How Many Years in Human Years
Samantha Turk
I wonder if relationships age the same way that I do, or you do. Say I am twenty-four years old. And you are twenty-six years old. And we are six months old. A baby. Not newborn, but still limp limbed. Still toothless. Still incontinent and crying all the time. Dear little bubbles blooming at the mouth. When will it learn to walk, to talk, to eat solids, tie its shoelaces? Dot its I’s and cross its T’s and toot its horn and mind its manners and pat its back and say its name. Will it make us proud make us angry make us laugh make us hope to god we’re the right sort of people to bring it up in this crazy world we live in? Would we give it the shirt off our backs the cream of the crop the sheep in the meadow the cow in the corn the air we breathe the time of day?
When it grows up (if it grows up) will it ask us, Who do you think you are? Why am I here? How did I get here? Can I have a few bucks?
Will it ask, Which of you do I look like more? Do I look like you? Do I look like you? Do I look like either one of you?

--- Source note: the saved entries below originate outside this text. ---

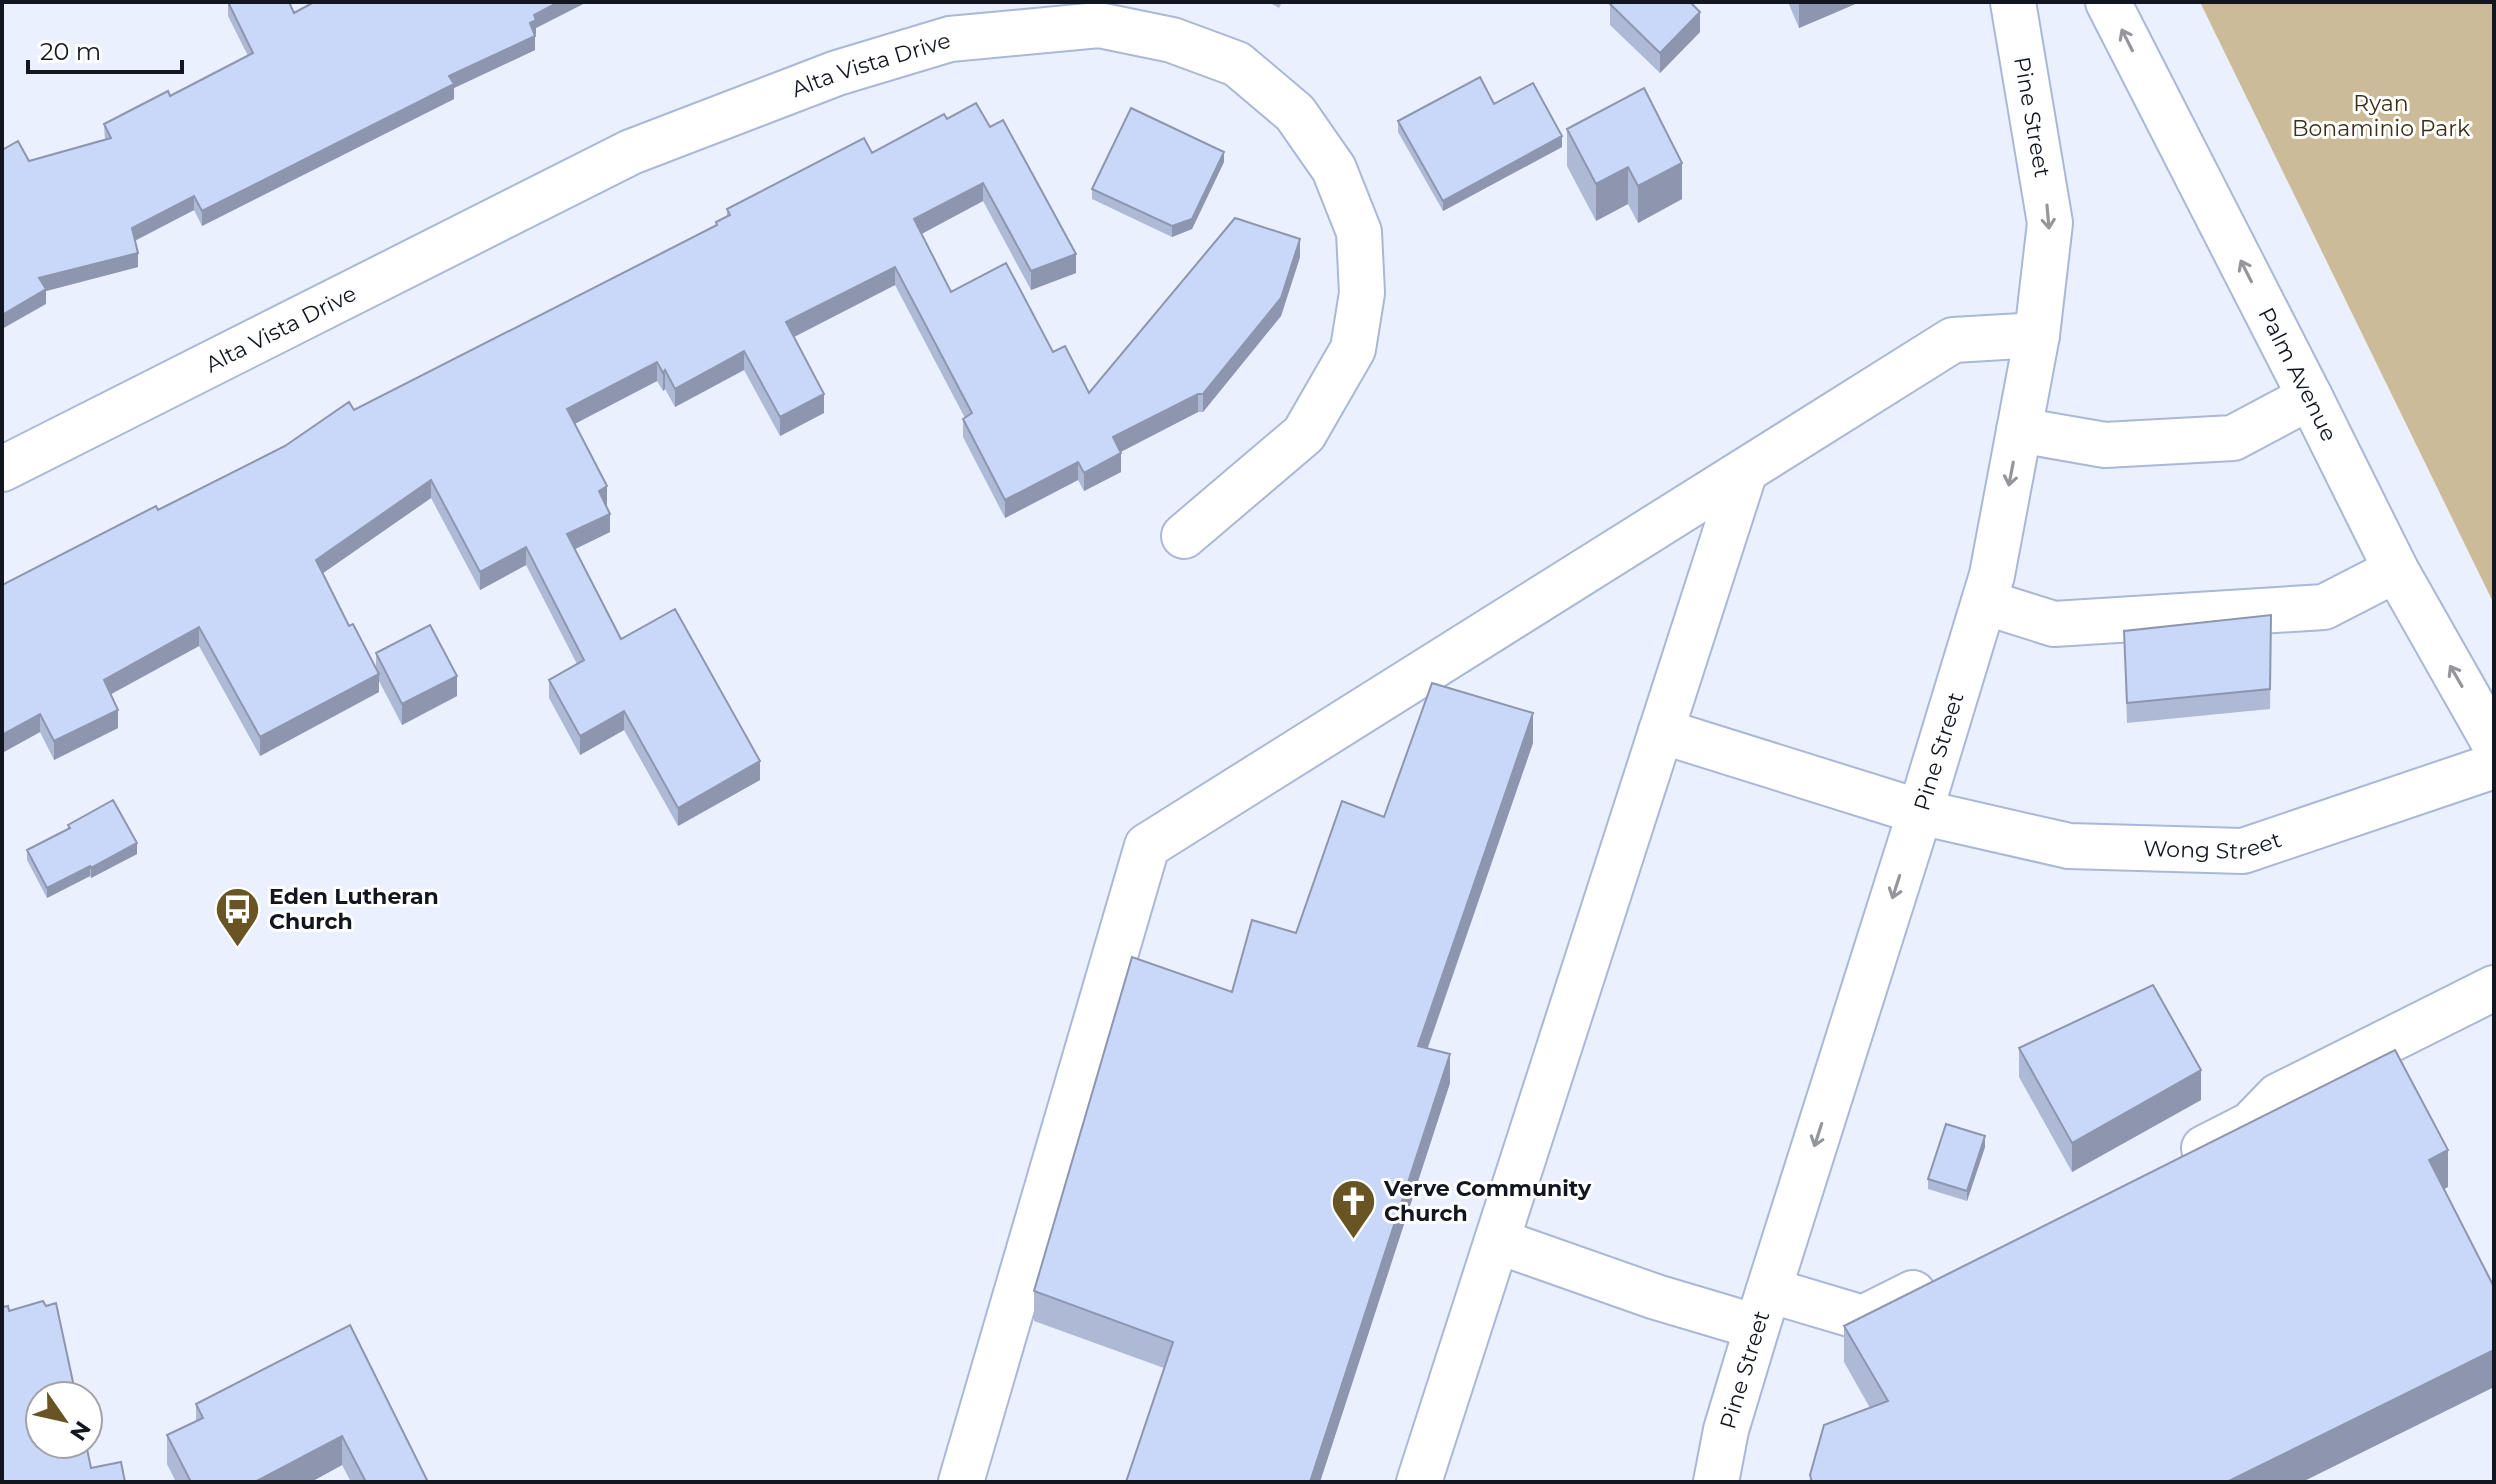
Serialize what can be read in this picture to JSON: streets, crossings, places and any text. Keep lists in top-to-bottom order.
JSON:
{
  "streets": {
    "street": [
      "Alta Vista Drive",
      "Pine Street",
      "Palm Avenue",
      "Wong Street"
    ]
  },
  "crossings": [
    ["Pine Street", "Wong Street"]
  ],
  "one_way": ["Palm Avenue"],
  "parks": ["Ryan Bonaminio Park"],
  "places": {
    "bus stop": ["Eden Lutheran Church"],
    "church": ["Verve Community Church"]
  },
  "scale_bar": "20 m",
  "north": "bottom right"
}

I wonder what it would look like in its adolescence, let’s say. Crotchety hormonal blossomings into the adult it will (maybe) become. Will its body start to change, like your body changed, and my body changed? Will we be unable to track the difference day by day, but realize, one day, that it looks altogether new? We might say, But you’ll always be my baby.
We might say, All of a sudden, everything was the same.

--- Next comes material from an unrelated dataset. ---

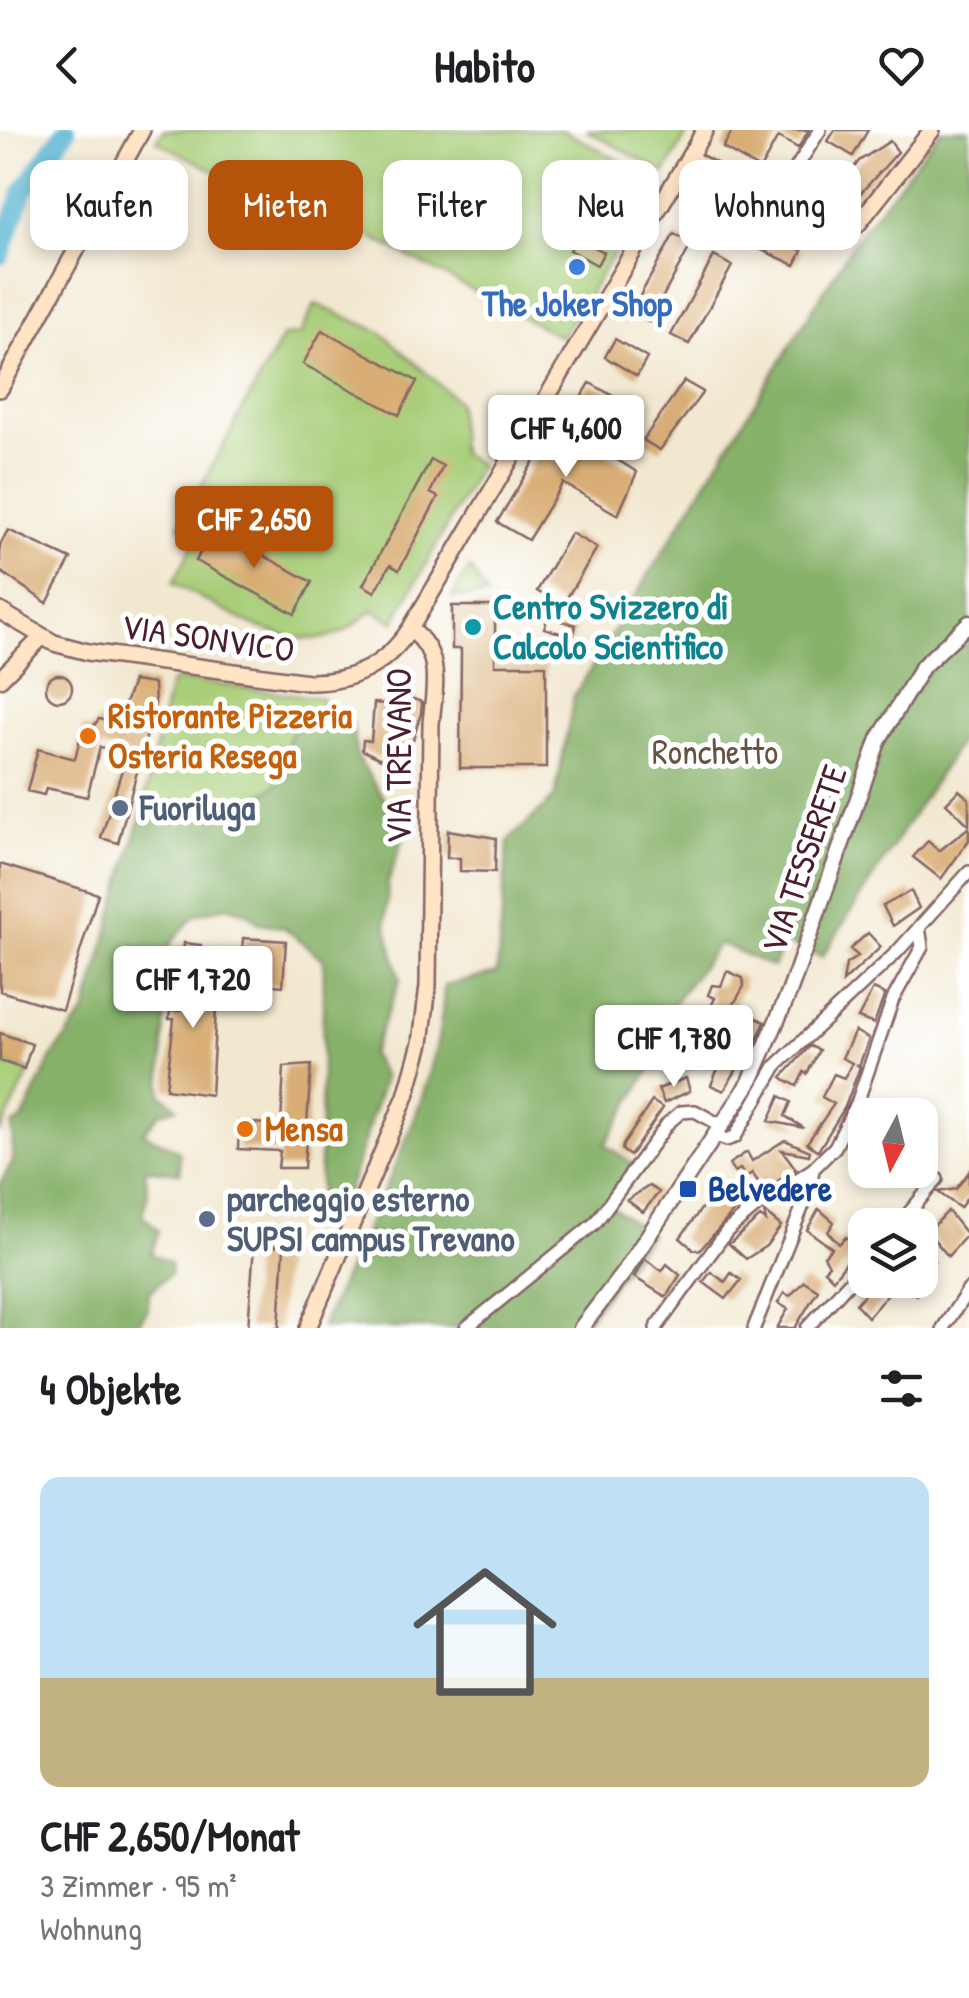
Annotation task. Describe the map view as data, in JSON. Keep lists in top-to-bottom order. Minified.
{"streets":{"main road":["VIA SONVICO","VIA TREVANO"],"street":["VIA TESSERETE"]},"crossings":[["VIA SONVICO","VIA TREVANO"]],"parks":["Ronchetto"],"places":{"other":["The Joker Shop","Centro Svizzero di Calcolo Scientifico","Ristorante Pizzeria Osteria Resega","Fuoriluga","Mensa","parcheggio esterno SUPSI campus Trevano"],"transit":["Belvedere"]},"north":"bottom","page":{"header":"Habito","chip":["Kaufen","Mieten","Filter","Neu","Wohnung"],"price":["CHF 4,600","CHF 2,650","CHF 1,720","CHF 1,780"],"heading":"4 Objekte","list":[{"name":"CHF 2,650/Monat","note":"3 Zimmer · 95 m² · Wohnung"}]}}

It will start learning things about ecology, igneous rocks, the Wars of the Roses, and pop culture. We will remind it to have eight glasses of water, eight hours of sleep, one apple, and a kiss on each cheek, the way the French do it. We will think the French might know some things we weren’t brought up with as Americans. Will it say, Would you please back off? Will we say, I want to, but I can’t. Or, I want to, but I shouldn’t. Or, I don’t want to.
We won’t compare it to those of our friends, or the ones of famous people. We will try to imbue it with a healthy sense of its own self-worth, give it some independence. We will stop taking it out, dressing it up, slipping notes in its lunchbox, tucking in its shirt, fetching crust from the corners of its eyes with a flat fingernail, keepsaking its shorn curls. We’ll let it explore its own sexuality, get familiar with its own body, its arms and legs, its backbone, shoulder blades, hips, underarms, body hair, mouth. We’ll say, Don’t be embarrassed. It’s natural. It’s who you are and we love you. When it makes mistakes, it will be ok. It’s the only way to learn, we’ll tell it. We’ll set it loose, let it get into scrapes and tight spaces and nooks and crannies and rocks and hard places and sticky messes. We don’t want to be overbearing. But after it slinks out, bare and bloodsucked, if it lets us, we’ll hold it close and kiss it and say, You really scared me. You really could have gotten hurt. I’m glad you’re ok.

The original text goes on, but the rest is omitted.